Securities America Faces a New Wave of Medical Capital Problems

 

The Commonwealth of Massachusetts Securities Division recently filed a Complaint (“Complaint”) that makes some startling allegations about Securities America’s actions in selling Medical Capital Notes. The collapse of the Medical Capital investments has left investors nationwide in the hole to the tune of about $1 billion.

The Complaint alleges that Securities America’s Due Diligence Committee failed to alert investors of the risks contained within an outside due diligence analyst’s reports and failed to address any of the recommendations raised by the due diligence analyst. In short, the Commonwealth claims that Securities America purposely chose to withhold the actual reports from investors.

Securities America was apparently informed by a due diligence analyst of material risks of each issue and failed to take reasonable steps in addressing these material risks with Medical Capital. Instead, Securities America appears to have blindly accepted whatever explanation Medical Capital provided and to have failed to inform investors that a due diligence analyst had been raising a number of material risks. Even after being advised to provide a specific type of risk disclosure to investors, Securities America apparently chose not to do so.

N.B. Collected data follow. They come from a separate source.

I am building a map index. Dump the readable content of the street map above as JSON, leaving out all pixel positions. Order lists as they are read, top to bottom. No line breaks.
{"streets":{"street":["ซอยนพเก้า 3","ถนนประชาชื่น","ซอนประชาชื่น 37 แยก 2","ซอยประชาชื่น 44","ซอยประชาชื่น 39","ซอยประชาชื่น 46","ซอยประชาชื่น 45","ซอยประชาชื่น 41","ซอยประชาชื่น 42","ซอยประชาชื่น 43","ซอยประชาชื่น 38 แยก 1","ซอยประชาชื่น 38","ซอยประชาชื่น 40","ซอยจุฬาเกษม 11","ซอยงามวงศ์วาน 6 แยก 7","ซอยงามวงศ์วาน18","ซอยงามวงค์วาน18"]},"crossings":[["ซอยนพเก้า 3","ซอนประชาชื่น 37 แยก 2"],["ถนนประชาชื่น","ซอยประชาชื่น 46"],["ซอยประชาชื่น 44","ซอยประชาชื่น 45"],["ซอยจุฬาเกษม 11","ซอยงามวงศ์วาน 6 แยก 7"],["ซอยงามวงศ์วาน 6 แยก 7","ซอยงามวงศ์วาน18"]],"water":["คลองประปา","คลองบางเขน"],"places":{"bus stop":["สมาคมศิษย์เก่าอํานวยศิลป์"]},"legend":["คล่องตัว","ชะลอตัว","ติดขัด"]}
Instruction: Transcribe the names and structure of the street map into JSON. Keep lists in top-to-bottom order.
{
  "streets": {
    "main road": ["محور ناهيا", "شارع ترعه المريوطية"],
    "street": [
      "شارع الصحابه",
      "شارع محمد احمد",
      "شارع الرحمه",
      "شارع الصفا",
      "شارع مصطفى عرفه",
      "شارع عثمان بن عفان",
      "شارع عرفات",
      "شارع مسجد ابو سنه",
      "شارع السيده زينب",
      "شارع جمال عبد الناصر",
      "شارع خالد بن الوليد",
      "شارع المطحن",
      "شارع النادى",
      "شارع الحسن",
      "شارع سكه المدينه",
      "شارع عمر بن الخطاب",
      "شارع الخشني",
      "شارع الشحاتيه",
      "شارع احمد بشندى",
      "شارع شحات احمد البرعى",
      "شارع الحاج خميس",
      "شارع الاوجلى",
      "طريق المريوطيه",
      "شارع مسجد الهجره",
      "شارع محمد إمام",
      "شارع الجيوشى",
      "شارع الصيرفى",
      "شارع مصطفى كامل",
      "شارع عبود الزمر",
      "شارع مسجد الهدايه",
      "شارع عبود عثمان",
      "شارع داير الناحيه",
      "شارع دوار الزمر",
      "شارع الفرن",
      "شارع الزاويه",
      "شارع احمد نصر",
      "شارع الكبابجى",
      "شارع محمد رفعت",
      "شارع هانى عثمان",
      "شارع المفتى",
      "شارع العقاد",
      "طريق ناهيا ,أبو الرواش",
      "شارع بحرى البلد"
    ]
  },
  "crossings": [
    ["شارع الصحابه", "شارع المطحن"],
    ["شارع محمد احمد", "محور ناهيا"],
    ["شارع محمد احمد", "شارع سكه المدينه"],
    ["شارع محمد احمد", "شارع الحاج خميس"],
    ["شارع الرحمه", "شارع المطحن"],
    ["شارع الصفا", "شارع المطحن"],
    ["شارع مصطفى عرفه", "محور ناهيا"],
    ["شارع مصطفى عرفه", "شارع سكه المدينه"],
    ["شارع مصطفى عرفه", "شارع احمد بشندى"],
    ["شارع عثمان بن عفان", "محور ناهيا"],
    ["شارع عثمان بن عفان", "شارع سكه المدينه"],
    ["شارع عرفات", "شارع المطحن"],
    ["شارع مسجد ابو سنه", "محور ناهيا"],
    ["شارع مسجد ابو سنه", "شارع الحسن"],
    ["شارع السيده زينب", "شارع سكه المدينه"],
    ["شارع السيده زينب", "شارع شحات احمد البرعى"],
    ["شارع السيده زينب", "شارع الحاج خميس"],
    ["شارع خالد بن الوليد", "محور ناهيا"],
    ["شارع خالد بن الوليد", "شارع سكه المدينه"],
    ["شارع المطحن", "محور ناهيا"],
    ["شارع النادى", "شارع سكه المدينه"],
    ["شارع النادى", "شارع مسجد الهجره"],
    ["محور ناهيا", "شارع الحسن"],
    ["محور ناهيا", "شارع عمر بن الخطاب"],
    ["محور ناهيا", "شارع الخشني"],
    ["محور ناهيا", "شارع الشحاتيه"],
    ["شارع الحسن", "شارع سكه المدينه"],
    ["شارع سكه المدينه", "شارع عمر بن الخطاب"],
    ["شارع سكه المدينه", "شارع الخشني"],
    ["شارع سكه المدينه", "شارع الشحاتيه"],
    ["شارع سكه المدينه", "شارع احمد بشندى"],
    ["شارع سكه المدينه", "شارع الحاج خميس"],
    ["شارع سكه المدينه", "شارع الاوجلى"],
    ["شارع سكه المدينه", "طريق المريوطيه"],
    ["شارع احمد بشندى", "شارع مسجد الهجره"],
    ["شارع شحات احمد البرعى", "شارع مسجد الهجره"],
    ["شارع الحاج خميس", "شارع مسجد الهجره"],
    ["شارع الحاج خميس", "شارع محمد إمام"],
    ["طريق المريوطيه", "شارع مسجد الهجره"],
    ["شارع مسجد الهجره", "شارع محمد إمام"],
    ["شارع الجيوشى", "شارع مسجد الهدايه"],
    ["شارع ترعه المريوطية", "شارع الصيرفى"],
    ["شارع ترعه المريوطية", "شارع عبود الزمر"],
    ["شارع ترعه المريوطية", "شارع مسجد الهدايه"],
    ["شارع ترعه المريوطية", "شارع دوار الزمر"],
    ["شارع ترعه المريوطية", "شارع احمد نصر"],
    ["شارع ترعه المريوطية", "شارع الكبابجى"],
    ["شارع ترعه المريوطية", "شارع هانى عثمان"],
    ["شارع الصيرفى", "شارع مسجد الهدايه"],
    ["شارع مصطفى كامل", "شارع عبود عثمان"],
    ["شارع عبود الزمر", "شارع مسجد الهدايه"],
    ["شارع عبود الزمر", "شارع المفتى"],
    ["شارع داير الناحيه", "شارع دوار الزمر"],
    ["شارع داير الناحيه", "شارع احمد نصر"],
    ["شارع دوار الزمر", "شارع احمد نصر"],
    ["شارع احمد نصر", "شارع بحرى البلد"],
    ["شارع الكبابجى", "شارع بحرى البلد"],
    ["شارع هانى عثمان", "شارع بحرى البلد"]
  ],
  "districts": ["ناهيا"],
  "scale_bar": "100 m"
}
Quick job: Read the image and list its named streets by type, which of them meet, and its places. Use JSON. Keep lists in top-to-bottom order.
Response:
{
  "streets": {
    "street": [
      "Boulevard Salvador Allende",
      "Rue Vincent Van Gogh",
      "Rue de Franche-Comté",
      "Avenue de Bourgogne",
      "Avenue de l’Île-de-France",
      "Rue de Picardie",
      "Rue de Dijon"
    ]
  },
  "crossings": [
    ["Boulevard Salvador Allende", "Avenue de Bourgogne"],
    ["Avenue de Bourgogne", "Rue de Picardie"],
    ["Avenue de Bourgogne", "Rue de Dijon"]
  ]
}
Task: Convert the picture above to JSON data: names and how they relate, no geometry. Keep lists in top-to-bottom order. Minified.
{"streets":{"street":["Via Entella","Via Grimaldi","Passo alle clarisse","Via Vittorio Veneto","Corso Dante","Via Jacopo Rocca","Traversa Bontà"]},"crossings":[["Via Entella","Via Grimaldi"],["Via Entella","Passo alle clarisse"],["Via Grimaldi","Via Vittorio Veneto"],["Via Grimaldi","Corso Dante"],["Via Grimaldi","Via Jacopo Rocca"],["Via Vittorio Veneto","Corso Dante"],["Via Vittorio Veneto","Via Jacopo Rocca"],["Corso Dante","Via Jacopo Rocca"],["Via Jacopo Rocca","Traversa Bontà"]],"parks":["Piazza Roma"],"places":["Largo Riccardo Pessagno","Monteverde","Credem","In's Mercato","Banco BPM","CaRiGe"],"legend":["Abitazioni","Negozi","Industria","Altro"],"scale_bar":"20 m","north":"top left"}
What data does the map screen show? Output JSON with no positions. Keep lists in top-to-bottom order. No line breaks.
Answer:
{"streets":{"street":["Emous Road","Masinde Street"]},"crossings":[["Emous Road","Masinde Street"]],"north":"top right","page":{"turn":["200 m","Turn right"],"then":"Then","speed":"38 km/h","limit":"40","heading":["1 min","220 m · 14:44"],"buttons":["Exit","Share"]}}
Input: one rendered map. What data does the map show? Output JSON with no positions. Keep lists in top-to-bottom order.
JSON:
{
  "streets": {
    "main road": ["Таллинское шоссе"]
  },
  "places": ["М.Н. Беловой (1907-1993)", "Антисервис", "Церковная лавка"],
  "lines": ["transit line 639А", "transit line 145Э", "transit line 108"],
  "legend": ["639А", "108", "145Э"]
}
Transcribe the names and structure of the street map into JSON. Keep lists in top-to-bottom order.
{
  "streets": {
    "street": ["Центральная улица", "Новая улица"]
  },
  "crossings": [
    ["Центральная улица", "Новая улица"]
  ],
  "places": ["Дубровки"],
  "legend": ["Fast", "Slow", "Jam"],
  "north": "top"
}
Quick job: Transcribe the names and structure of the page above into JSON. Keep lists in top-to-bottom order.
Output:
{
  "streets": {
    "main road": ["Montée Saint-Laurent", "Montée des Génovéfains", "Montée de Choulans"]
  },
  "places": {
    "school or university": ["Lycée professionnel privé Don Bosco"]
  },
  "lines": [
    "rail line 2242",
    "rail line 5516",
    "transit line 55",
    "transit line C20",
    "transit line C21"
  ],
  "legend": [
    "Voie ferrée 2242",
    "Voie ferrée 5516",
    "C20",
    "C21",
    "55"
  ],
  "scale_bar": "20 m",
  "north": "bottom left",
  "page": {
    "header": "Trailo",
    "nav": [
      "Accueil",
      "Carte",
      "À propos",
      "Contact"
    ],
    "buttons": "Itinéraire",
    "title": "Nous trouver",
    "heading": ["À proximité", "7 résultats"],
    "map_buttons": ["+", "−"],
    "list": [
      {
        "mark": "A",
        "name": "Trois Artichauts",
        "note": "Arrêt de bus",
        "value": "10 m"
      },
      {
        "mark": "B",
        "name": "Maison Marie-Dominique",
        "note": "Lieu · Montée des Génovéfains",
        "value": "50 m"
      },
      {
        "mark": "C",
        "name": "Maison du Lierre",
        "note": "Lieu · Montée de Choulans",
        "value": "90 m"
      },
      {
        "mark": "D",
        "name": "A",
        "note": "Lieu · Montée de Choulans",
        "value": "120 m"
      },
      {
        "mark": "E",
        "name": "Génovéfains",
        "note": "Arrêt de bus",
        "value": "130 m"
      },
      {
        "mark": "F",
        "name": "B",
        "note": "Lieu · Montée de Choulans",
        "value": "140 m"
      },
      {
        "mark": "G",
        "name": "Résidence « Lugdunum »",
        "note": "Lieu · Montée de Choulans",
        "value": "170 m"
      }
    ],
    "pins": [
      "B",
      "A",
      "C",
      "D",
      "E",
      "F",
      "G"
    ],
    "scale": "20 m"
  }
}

According to information contained in the Complaint, it appears that these issues were discussed within Securities America. One of the identified risks, the lack of “audited financials,” was highlighted in 2005 as a risk by Securities America’s own President and a voting member of the Due Diligence Committee, Jim Nagengast. The Complaint states that Mr. Nagengast wrote an email in 2005 indicating, “my big concern is the audited financials. At this point, there is no excuse for not having audited financials ‘. It is a cost they simply have to bear to offer product through our channel. We simply have to tell them that if they don’t have financials by XXXX date we will stop distributing the product on that date. Then they can decide if it’s worth spending $50,000 to have it done. If they won’t spend the money, that should give us concerns.”

According to the Complaint, Securities America’s internal Due Diligence Committee ignored its President’s recommendations and continued to sell hundreds of millions of dollars of the Medical Capital Notes without any audited financials.

The Commonwealth contends that the due diligence analyst’s reports were never given to investors even after the outside due diligence analyst himself made that request. In 2006 the outside due diligence analyst not only asked Securities America to give investors his report so the material risks associated with Medical Capital could be highlighted to investors, but he also created a client disclosure form. This disclosure form highlighted six of the seven risks raised in the due diligence and analyst report of 2006. At that time, the due diligence analyst apparently asked Securities America to insure that each investor sign and acknowledge receipt of the client disclosure form prior to investing in the Medical Capital notes but Securities America never provided this risk disclosure form to any of its investors.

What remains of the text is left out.